Encoding Passwords with Acegi

Recently I was asked how to validate encoded passwords using the acegi security framework.  I did not know off the top of my head and so I did a little research on the subject.  What I found out was that encoding passwords using acegi was incredibly straight forward and easy.

Acegi allows for configuring an object of type PasswordEncoder on its DaoAuthenticationProvider.  By default DaoAuthenticationProvider is configured with a PlaintextPasswordEncoder which does not perform any kind of password encoding, but you can easily substitute one of its out of box PasswordEncoder implementations.  These include an Md5PasswordEncoder and ShaPasswordEncoder.  Alternatively you can easily roll out your own PasswordEncoder by implementing the encodePassword and isPasswordValid methods. 

To demonstrate, I made some small modifications to the acegi-security-sample-tutorial.war which comes with the acegi download.  The checked in source is available within the subversion project under the samples/tutorial directory.  First I added the Md5PasswordEncoder to the spring application context and configured this encoder on the DaoAuthenticationProvider.


				<bean id="passwordEncoder" class="org.acegisecurity.providers.encoding.Md5PasswordEncoder"/>

    <bean id="daoAuthenticationProvider" class="org.acegisecurity.providers.dao.DaoAuthenticationProvider">
        <property name="userDetailsService" ref="userDetailsService"/>
        <property name="userCache">
            <bean class="org.acegisecurity.providers.dao.cache.EhCacheBasedUserCache">
                <property name="cache">
                    <bean class="org.springframework.cache.ehcache.EhCacheFactoryBean">
                        <property name="cacheManager">
                            <bean class="org.springframework.cache.ehcache.EhCacheManagerFactoryBean"/>
                        </property>
                        <property name="cacheName" value="userCache"/>
                    </bean>
                </property>
            </bean>
        </property>
        <property name="passwordEncoder" ref="passwordEncoder"/>
</bean>

In order to simulate encoded passwords within our database, I created a simple wrapper class PasswordEncodingUserDetailsService which encodes passwords returned from the InMemoryDaoImpl used within the acegi example.  The PasswordEncodingUserDetailsService encodes passwords returned from a configured UserDetailsService leveraging a PasswordEncoder.

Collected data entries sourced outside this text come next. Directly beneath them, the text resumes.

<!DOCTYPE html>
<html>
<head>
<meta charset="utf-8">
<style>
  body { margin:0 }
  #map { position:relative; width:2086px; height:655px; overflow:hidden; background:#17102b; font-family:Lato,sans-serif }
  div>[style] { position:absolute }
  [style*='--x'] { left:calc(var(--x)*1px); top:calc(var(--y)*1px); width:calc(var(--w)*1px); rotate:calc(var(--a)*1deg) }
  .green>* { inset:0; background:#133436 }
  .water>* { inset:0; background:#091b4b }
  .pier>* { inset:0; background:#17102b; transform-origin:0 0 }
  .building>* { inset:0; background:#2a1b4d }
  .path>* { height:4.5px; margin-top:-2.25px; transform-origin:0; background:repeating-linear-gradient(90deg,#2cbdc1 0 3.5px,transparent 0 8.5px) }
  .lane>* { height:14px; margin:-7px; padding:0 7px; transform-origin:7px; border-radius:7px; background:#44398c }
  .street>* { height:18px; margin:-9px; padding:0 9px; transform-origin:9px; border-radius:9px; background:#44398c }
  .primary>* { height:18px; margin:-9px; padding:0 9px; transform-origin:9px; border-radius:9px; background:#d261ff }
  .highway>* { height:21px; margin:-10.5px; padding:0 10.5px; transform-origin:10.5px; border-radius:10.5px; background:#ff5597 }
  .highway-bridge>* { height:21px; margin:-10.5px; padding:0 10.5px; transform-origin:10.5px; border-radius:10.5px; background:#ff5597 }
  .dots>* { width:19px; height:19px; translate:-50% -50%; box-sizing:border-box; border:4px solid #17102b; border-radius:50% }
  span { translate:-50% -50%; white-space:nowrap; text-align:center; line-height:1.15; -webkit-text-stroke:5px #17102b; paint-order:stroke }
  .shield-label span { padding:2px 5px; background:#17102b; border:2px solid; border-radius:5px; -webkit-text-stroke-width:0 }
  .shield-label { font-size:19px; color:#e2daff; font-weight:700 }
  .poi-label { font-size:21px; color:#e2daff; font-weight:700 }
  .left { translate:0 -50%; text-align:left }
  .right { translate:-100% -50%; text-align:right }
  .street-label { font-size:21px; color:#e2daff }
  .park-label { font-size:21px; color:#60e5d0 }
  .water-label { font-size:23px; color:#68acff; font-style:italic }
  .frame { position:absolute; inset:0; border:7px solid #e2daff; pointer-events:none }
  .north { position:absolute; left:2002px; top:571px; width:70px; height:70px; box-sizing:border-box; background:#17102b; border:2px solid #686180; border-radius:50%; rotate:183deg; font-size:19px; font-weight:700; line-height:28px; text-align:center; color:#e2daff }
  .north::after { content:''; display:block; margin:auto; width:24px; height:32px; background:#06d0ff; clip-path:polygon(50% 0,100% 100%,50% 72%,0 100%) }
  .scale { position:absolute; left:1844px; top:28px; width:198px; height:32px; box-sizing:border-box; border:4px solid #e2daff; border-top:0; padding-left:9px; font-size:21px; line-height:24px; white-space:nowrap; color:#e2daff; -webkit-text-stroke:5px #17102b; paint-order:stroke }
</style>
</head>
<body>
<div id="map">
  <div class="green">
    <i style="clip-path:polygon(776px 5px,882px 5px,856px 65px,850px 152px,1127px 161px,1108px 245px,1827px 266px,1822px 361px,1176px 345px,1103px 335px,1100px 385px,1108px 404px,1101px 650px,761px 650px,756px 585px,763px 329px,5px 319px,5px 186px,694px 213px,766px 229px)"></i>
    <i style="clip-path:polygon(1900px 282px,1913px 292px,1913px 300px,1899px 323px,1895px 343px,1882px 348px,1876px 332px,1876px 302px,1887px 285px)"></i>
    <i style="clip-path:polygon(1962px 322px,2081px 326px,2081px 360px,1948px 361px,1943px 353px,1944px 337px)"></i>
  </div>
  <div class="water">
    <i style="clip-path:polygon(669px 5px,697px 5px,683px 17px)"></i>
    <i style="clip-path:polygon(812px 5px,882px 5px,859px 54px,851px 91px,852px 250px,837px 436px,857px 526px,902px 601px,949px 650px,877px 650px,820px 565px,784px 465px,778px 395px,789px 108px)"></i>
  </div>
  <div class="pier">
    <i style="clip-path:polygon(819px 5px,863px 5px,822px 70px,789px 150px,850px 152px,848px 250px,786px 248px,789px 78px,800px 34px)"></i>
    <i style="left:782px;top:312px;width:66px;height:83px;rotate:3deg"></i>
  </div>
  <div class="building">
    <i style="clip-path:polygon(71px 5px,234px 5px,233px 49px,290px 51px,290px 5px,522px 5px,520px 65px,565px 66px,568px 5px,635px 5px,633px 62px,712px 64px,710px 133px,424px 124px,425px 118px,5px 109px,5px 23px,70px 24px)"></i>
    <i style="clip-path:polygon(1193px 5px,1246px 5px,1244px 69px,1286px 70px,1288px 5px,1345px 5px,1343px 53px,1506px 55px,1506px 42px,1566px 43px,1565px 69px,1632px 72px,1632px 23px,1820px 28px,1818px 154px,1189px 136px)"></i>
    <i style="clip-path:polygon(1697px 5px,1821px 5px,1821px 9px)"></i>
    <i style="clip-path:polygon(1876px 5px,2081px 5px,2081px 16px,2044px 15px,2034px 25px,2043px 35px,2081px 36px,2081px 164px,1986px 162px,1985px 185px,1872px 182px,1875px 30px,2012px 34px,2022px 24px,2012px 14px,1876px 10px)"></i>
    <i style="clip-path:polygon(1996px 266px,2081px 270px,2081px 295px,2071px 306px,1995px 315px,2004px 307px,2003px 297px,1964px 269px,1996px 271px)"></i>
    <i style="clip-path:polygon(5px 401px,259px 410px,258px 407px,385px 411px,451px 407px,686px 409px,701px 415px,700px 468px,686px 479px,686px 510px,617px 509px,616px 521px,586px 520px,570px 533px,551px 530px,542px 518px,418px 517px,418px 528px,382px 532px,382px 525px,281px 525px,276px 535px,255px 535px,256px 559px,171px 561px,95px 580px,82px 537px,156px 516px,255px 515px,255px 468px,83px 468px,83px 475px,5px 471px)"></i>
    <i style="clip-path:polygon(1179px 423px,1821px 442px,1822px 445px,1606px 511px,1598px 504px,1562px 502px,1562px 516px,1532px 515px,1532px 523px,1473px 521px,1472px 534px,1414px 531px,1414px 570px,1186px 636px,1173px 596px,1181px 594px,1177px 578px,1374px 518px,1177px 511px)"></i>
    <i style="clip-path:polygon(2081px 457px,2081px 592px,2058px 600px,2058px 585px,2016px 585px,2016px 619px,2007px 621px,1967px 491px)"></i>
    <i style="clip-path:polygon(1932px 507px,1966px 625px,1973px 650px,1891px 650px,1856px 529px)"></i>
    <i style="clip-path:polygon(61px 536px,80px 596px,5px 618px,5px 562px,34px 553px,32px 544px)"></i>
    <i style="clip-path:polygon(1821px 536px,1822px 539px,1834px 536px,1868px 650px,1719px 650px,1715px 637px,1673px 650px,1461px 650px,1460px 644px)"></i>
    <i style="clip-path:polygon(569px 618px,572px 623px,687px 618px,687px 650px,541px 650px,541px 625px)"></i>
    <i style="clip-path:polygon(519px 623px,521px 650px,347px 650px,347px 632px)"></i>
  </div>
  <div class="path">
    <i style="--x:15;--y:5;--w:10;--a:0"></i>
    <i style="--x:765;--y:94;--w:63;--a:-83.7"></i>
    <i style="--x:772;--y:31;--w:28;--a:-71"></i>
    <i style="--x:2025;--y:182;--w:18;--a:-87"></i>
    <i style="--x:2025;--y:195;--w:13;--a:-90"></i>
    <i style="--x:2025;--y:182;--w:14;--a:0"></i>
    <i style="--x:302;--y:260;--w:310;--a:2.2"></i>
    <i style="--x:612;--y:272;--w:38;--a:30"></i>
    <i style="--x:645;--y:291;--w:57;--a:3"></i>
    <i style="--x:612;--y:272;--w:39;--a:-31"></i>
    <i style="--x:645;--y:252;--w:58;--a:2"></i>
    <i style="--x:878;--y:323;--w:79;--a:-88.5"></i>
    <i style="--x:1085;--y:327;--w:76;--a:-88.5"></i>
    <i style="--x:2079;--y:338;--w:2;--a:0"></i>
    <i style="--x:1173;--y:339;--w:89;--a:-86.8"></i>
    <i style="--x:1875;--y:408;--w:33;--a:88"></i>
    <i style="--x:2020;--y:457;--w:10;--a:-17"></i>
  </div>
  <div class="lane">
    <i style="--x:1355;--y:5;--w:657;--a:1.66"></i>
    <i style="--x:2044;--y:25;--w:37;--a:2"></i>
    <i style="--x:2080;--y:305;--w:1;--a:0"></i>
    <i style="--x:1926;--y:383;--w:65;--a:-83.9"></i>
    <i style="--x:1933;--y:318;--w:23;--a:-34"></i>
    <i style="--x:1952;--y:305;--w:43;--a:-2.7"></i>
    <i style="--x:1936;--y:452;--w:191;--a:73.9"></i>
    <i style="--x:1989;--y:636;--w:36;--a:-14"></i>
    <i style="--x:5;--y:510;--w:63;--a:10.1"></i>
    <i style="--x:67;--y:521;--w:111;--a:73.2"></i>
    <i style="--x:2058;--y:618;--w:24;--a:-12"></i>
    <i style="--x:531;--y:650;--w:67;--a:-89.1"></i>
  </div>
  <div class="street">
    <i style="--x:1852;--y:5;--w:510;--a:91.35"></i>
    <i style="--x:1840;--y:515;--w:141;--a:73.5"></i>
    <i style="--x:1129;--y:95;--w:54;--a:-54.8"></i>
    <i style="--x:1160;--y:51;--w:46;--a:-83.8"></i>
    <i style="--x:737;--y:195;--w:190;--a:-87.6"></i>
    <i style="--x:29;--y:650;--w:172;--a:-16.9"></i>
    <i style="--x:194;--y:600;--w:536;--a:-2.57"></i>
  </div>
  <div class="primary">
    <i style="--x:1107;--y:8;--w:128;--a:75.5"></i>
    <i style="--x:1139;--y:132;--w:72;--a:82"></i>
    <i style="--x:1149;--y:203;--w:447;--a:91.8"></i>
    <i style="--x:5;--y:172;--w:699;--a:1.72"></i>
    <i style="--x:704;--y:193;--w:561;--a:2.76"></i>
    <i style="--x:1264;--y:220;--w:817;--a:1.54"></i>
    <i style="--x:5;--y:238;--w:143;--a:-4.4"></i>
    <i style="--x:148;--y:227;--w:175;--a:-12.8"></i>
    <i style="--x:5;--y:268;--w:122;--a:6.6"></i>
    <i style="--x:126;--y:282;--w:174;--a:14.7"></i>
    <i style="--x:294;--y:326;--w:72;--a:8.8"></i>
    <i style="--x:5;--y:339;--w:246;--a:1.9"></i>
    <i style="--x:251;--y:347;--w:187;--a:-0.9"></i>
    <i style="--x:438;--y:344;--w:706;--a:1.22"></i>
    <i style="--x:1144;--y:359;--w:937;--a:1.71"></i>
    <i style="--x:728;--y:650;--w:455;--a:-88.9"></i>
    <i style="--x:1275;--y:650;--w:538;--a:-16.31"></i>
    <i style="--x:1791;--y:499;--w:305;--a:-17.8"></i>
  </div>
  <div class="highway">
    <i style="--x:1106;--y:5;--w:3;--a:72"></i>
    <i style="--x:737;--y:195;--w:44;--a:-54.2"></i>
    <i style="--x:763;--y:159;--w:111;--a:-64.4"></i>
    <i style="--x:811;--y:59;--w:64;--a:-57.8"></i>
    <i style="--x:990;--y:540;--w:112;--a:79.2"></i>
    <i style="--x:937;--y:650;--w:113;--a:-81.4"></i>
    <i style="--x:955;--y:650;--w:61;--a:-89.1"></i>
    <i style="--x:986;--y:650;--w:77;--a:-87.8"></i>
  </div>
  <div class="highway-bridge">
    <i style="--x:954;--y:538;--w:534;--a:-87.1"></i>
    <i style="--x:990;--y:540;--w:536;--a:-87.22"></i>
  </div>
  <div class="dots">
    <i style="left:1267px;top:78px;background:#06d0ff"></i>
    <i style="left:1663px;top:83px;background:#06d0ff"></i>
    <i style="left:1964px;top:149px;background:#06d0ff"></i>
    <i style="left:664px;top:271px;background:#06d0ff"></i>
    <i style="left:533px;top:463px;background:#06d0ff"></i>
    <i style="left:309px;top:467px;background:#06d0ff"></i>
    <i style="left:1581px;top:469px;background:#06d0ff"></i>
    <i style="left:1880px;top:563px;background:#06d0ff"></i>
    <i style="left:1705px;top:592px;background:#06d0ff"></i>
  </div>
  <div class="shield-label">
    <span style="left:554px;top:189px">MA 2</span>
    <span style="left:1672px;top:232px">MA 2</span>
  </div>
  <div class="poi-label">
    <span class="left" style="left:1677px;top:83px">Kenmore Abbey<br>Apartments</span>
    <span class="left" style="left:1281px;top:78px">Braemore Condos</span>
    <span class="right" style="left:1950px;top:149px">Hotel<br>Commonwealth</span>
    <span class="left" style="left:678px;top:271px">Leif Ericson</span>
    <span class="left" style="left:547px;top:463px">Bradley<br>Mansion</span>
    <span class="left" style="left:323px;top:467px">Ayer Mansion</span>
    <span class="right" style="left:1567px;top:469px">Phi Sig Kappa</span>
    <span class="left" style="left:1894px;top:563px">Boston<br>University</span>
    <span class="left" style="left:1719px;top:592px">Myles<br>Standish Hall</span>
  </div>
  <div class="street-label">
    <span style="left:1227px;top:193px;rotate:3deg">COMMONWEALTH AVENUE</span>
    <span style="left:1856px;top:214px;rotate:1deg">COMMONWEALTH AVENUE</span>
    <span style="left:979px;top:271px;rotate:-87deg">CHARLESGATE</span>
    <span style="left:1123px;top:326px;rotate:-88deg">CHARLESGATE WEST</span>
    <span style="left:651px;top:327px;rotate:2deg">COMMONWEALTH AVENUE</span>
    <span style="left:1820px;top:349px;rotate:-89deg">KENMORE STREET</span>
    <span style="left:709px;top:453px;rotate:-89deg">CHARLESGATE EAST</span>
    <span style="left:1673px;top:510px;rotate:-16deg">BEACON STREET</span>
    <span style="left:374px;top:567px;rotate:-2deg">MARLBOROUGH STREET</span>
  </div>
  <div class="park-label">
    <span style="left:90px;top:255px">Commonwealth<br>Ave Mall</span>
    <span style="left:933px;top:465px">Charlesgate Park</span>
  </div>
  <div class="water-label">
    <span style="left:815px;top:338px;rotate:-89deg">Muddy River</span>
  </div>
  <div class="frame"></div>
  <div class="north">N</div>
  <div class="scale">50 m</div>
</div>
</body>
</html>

public class PasswordEncodingUserDetailsService implements UserDetailsService {
   
    private UserDetailsService userDetailsService;
   
    private PasswordEncoder passwordEncoder;

    private SaltSource saltSource;

    public UserDetails loadUserByUsername(final String username) throws UsernameNotFoundException, DataAccessException {
        UserDetails user = userDetailsService.loadUserByUsername(username);
        User encodedUser = new User(user.getUsername(), encodePassword(user), user.isEnabled(),
                user.isAccountNonExpired(),
                user.isCredentialsNonExpired(), user.isAccountNonLocked(),
                user.getAuthorities());
        return encodedUser;
   
    }

    private String encodePassword(final UserDetails userDetails) {
        Object salt = null;

        if (this.saltSource != null) {
            salt = this.saltSource.getSalt(userDetails);
        }
        return passwordEncoder.encodePassword(userDetails.getPassword(), salt);
    }

    public final void setPasswordEncoder(PasswordEncoder passwordEncoder) {
        this.passwordEncoder = passwordEncoder;
    }

    public final void setUserDetailsService(UserDetailsService userDetailsService) {
        this.userDetailsService = userDetailsService;
    }

    public final void setSaltSource(SaltSource saltSource) {
        this.saltSource = saltSource;
    }

}

Next I wrapped the existing InMemoryDaoImpl from the acegi example, using our PasswordEncodingUserDetailsService.


        <!-- Wrap the InMemoryDao to simulate encoded passwords in our database -->
	<bean id="userDetailsService"
	    class="org.kbaum.acegisecurity.userdetails.PasswordEncodingUserDetailsService">
	    <property name="userDetailsService">
	        <!-- UserDetailsService is the most commonly frequently Acegi Security interface implemented by end users -->
	        <bean
	            class="org.acegisecurity.userdetails.memory.InMemoryDaoImpl">
	            <property name="userProperties">
	                <bean
	                    class="org.springframework.beans.factory.config.PropertiesFactoryBean">
	                    <property name="location"
	                        value="/WEB-INF/users.properties" />
	                </bean>
	            </property>
	        </bean>
	    </property>
            <property name="passwordEncoder" ref="passwordEncoder"/></bean>

Notice I referenced the same passwordEncoder I configured on the DaoAuthenticationProvider ensuring we have matching password encoding algorithms.

As a result of the above, we are reading encoded passwords from our mock database and authenticating using the Md5PasswordEncoder.